→ **EXERCISE**:
Write only the number of lines in the entries below that contain the word "tools".

→ **RECORDS FOR THE EXERCISE**:
_____
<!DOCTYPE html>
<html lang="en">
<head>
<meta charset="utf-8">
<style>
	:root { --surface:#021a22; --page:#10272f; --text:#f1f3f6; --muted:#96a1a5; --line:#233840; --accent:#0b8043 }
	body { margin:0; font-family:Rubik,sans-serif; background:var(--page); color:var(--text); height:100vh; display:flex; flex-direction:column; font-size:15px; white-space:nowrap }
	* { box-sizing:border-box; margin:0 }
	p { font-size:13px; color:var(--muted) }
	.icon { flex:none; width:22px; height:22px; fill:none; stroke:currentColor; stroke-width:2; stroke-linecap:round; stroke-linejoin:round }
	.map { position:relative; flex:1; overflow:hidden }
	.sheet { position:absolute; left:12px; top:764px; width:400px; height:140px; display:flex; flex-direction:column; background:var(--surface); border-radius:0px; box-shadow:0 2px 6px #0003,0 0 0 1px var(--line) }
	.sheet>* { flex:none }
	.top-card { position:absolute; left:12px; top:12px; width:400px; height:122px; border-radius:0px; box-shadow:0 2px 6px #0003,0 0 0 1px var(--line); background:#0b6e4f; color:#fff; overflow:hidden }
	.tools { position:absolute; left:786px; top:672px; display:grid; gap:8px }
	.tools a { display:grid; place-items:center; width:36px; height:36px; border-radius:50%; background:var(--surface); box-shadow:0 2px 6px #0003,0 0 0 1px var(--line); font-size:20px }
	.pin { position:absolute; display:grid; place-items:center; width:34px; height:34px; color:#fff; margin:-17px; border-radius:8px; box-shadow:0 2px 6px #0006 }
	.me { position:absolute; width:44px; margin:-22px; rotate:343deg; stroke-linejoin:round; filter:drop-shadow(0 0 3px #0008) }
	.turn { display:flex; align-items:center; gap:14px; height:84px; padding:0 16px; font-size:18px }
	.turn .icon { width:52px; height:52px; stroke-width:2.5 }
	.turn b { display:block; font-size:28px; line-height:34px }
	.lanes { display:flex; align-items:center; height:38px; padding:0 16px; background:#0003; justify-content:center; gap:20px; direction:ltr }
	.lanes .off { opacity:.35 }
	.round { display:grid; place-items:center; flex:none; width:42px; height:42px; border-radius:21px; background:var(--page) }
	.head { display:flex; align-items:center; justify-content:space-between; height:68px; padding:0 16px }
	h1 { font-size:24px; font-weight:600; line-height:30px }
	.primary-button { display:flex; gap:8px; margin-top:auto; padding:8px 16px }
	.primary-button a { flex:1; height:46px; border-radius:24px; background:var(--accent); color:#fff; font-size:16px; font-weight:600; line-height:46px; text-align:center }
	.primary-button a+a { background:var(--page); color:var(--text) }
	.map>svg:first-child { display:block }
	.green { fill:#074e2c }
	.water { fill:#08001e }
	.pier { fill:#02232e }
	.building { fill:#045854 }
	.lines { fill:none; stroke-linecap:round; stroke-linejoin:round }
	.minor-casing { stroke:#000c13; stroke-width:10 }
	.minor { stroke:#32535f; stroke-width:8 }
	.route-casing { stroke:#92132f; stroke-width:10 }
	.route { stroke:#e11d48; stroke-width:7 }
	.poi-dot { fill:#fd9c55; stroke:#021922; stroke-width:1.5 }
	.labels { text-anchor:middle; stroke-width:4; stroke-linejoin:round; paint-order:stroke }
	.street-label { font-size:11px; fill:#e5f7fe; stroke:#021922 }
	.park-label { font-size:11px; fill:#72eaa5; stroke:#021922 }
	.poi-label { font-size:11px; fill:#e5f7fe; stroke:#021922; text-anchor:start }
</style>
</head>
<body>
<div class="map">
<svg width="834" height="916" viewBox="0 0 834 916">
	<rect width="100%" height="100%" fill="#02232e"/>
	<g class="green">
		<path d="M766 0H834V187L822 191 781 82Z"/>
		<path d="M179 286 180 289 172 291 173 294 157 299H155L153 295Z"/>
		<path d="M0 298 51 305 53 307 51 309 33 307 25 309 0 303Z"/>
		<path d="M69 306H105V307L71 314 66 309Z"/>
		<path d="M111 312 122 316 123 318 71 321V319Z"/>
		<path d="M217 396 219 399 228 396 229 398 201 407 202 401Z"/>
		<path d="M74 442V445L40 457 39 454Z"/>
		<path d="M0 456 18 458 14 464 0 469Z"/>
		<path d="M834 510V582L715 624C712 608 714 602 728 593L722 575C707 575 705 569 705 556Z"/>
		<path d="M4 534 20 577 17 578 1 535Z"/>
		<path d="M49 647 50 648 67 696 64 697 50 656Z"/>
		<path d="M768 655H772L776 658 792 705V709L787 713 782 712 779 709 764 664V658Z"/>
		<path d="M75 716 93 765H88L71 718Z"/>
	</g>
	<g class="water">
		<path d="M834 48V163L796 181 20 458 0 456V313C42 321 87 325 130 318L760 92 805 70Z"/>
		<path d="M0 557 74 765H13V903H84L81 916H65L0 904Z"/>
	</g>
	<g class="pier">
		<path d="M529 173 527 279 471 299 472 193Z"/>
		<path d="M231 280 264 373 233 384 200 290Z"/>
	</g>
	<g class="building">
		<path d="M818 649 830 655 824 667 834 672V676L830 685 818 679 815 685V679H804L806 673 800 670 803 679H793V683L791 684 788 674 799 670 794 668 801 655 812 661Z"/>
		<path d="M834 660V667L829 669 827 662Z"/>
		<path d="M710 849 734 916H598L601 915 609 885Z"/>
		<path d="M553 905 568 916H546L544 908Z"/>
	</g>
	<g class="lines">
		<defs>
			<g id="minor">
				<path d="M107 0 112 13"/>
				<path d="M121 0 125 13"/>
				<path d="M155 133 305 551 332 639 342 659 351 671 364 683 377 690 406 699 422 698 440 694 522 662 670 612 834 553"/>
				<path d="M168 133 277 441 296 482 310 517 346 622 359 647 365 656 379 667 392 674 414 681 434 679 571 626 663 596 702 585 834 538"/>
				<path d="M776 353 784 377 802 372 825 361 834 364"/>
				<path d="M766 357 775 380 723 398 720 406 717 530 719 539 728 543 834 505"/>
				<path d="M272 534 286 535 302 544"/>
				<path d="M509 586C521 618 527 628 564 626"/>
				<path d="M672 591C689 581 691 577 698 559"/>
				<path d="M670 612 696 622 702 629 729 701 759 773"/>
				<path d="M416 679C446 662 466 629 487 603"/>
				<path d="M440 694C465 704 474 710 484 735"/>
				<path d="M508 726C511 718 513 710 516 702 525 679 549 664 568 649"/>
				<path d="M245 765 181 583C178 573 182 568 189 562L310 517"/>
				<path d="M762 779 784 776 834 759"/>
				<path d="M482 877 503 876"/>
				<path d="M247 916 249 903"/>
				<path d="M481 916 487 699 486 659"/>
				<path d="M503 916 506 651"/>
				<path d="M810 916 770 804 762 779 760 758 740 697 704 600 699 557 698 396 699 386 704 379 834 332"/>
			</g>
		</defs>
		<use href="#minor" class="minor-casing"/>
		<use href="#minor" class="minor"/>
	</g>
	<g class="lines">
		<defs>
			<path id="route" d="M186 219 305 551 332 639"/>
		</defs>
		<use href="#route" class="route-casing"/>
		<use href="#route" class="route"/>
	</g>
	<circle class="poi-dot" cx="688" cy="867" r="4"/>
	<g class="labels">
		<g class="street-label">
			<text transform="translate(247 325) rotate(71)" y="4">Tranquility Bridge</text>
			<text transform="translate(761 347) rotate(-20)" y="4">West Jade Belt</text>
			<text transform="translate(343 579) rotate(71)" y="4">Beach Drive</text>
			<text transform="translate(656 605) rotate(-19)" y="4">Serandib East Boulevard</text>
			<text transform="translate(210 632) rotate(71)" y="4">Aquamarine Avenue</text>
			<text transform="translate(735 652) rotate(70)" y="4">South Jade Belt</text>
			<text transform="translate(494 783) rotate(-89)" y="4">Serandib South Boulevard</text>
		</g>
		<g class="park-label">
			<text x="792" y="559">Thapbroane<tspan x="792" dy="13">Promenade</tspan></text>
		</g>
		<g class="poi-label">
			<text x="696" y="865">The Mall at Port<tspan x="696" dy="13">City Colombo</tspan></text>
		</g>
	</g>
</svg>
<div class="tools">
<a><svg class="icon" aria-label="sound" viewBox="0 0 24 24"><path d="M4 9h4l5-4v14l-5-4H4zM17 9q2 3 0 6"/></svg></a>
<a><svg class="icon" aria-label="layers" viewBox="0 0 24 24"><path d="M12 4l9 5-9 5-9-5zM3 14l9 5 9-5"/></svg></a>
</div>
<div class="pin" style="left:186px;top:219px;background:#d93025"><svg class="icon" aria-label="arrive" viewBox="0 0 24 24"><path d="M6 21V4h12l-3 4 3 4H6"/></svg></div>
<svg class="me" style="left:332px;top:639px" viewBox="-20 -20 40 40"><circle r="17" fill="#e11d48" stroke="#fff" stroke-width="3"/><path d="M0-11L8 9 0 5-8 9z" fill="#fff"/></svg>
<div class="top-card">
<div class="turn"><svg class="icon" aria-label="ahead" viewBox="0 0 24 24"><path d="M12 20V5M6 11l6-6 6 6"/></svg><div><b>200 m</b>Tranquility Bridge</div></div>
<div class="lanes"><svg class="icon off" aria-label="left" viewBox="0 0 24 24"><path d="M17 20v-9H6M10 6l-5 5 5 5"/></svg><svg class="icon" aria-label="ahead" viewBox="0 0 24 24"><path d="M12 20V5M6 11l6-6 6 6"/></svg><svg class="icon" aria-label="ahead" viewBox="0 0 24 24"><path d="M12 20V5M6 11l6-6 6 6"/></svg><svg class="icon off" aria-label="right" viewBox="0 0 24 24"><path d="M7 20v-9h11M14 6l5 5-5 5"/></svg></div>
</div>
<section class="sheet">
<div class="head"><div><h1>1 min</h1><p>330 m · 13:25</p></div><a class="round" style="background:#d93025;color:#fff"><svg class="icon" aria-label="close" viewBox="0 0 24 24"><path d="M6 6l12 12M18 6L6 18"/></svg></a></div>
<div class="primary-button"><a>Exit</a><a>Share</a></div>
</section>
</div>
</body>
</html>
_____
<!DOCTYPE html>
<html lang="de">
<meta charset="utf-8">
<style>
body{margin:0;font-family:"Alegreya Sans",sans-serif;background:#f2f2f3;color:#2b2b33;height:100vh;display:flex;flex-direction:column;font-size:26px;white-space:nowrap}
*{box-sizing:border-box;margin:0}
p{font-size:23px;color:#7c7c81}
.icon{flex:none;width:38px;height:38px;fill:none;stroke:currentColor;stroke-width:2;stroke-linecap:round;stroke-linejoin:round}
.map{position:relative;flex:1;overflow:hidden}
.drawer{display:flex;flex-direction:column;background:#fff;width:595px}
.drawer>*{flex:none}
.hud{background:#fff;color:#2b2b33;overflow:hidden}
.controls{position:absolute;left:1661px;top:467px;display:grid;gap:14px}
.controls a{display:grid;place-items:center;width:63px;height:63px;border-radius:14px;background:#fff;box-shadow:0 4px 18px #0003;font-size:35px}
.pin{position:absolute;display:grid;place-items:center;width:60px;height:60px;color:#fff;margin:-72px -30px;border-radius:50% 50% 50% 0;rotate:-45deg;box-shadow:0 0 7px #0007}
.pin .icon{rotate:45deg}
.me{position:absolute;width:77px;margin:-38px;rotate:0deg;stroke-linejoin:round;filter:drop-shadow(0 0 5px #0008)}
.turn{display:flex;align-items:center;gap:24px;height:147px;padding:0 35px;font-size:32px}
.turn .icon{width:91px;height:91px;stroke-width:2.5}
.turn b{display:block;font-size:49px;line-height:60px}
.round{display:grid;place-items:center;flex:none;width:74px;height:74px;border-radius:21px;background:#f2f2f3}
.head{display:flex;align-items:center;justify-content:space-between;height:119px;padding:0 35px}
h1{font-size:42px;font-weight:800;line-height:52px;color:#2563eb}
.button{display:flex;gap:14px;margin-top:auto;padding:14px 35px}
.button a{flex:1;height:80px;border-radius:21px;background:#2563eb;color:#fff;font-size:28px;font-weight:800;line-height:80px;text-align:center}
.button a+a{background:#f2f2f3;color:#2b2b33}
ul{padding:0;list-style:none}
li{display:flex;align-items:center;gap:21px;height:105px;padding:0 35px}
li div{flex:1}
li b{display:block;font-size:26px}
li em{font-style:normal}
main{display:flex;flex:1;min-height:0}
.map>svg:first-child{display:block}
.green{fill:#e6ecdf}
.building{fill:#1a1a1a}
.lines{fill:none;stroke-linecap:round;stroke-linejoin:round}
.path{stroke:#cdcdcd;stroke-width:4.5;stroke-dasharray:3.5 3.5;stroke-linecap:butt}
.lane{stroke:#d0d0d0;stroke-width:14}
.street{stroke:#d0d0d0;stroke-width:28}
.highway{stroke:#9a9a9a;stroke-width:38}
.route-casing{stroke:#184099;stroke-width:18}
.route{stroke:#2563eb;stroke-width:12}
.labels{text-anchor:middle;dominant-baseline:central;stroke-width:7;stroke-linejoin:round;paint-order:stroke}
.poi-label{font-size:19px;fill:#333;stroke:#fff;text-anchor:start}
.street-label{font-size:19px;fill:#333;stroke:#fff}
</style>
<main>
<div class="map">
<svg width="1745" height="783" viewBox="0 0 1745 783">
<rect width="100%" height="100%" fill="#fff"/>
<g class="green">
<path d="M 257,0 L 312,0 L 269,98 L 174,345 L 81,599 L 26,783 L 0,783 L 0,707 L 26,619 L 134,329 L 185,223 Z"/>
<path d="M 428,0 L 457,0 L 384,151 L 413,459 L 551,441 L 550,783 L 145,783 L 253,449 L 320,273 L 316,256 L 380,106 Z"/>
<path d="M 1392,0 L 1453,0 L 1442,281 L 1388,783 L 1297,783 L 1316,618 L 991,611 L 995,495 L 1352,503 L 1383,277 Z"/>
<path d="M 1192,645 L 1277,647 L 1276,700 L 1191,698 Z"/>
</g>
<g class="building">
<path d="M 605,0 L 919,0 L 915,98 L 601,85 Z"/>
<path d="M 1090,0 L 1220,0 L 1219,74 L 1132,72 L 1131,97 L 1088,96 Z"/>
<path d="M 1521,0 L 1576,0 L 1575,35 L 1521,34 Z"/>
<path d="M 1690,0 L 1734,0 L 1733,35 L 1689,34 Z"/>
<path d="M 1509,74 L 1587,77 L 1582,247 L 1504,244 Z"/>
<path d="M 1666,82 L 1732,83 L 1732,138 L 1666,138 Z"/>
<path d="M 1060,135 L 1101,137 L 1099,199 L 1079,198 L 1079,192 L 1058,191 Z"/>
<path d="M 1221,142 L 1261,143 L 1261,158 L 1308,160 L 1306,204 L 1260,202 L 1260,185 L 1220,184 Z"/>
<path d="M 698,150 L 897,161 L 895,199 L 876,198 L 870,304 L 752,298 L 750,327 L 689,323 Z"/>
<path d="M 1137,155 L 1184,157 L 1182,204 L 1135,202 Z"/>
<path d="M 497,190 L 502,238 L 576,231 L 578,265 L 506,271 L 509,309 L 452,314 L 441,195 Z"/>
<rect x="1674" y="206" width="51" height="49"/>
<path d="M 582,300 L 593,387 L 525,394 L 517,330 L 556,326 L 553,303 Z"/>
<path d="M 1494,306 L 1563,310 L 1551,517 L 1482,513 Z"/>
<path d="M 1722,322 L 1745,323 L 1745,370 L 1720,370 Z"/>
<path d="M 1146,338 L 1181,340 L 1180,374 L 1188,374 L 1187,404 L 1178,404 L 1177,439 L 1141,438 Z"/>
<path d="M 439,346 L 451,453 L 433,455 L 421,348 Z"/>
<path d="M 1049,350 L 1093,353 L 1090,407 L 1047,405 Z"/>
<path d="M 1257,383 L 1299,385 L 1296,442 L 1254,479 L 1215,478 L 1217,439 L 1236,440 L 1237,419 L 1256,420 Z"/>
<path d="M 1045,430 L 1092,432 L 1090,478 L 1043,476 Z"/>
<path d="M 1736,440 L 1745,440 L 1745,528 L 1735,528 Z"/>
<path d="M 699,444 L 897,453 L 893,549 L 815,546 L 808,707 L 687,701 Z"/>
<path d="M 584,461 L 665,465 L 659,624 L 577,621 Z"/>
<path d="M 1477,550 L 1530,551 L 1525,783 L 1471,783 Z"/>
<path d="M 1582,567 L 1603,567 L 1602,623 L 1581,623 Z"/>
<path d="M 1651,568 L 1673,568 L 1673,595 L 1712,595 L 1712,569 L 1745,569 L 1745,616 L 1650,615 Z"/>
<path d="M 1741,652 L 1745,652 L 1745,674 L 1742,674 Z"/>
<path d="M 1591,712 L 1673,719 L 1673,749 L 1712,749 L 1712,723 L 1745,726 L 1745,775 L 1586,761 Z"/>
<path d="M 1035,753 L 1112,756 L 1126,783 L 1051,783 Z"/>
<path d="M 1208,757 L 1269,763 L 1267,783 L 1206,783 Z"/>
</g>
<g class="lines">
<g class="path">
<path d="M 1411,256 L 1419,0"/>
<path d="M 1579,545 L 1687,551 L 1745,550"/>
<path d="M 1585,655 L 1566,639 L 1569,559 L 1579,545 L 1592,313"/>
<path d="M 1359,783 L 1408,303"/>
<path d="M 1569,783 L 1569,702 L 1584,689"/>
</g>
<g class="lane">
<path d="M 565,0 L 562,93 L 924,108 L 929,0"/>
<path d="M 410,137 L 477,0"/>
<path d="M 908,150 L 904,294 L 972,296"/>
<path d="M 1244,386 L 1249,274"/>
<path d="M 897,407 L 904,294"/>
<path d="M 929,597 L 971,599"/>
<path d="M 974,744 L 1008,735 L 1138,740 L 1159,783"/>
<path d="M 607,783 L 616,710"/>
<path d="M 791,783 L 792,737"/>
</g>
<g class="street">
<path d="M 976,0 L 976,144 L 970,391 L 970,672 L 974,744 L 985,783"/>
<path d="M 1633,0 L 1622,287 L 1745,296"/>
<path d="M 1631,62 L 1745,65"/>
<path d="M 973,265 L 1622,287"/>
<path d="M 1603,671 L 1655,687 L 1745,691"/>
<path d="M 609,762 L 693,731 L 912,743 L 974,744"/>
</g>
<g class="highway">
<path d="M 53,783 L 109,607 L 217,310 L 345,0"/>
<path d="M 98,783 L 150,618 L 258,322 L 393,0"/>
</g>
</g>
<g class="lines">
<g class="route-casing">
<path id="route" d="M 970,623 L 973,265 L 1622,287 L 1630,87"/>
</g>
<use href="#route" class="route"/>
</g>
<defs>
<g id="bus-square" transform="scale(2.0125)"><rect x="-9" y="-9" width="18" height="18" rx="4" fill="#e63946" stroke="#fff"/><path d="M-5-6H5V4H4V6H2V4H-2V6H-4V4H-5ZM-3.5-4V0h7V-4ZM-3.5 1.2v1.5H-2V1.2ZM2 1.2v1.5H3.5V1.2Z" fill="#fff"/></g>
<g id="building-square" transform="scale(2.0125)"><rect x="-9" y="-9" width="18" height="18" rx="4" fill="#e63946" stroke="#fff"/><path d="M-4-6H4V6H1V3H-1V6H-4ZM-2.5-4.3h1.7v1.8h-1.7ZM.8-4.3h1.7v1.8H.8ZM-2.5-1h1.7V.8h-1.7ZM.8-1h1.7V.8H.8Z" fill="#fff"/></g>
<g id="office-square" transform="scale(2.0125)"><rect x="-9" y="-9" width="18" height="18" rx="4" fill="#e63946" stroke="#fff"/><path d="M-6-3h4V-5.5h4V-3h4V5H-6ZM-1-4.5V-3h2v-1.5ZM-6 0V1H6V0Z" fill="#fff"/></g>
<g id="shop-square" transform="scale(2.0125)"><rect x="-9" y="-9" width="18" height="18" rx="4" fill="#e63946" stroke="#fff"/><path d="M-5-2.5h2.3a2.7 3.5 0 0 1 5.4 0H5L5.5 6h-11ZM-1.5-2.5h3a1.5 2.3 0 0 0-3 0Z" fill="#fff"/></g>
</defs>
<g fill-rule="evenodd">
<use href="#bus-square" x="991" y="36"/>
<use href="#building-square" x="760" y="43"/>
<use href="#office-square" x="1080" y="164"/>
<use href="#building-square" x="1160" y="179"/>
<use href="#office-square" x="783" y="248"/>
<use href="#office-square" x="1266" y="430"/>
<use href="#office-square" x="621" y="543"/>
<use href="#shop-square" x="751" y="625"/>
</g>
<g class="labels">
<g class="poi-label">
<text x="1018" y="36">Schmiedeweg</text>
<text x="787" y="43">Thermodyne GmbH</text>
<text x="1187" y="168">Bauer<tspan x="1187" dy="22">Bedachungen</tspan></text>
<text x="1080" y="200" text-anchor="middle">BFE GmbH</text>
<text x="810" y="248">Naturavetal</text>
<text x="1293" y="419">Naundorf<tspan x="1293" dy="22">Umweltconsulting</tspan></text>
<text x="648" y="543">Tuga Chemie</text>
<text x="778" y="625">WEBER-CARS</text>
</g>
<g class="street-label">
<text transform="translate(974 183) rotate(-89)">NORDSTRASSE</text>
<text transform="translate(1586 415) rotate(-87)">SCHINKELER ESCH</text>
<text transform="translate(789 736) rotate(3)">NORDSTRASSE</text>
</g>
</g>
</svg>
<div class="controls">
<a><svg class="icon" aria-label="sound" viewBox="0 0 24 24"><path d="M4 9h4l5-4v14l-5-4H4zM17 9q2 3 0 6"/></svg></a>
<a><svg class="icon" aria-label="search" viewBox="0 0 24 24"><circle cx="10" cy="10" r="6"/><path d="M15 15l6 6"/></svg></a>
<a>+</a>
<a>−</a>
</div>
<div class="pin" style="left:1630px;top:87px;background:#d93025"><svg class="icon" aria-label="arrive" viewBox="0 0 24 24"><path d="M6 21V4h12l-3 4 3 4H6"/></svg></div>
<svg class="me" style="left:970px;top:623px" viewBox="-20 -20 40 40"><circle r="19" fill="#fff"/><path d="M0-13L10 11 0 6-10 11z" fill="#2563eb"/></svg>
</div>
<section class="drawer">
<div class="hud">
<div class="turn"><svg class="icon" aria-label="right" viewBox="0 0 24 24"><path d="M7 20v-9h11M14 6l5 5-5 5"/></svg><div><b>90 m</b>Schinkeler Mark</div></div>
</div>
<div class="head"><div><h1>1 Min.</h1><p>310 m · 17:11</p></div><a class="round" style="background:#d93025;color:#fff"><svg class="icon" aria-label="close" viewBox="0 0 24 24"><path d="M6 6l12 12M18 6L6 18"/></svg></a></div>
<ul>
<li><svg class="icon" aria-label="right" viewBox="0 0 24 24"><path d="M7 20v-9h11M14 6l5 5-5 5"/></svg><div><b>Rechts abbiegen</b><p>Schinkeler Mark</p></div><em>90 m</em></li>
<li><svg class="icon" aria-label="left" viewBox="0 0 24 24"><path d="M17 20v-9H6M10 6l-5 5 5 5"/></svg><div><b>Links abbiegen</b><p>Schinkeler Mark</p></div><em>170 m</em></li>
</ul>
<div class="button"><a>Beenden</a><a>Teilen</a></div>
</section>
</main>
_____
→ **YOUR SOLUTION**:
3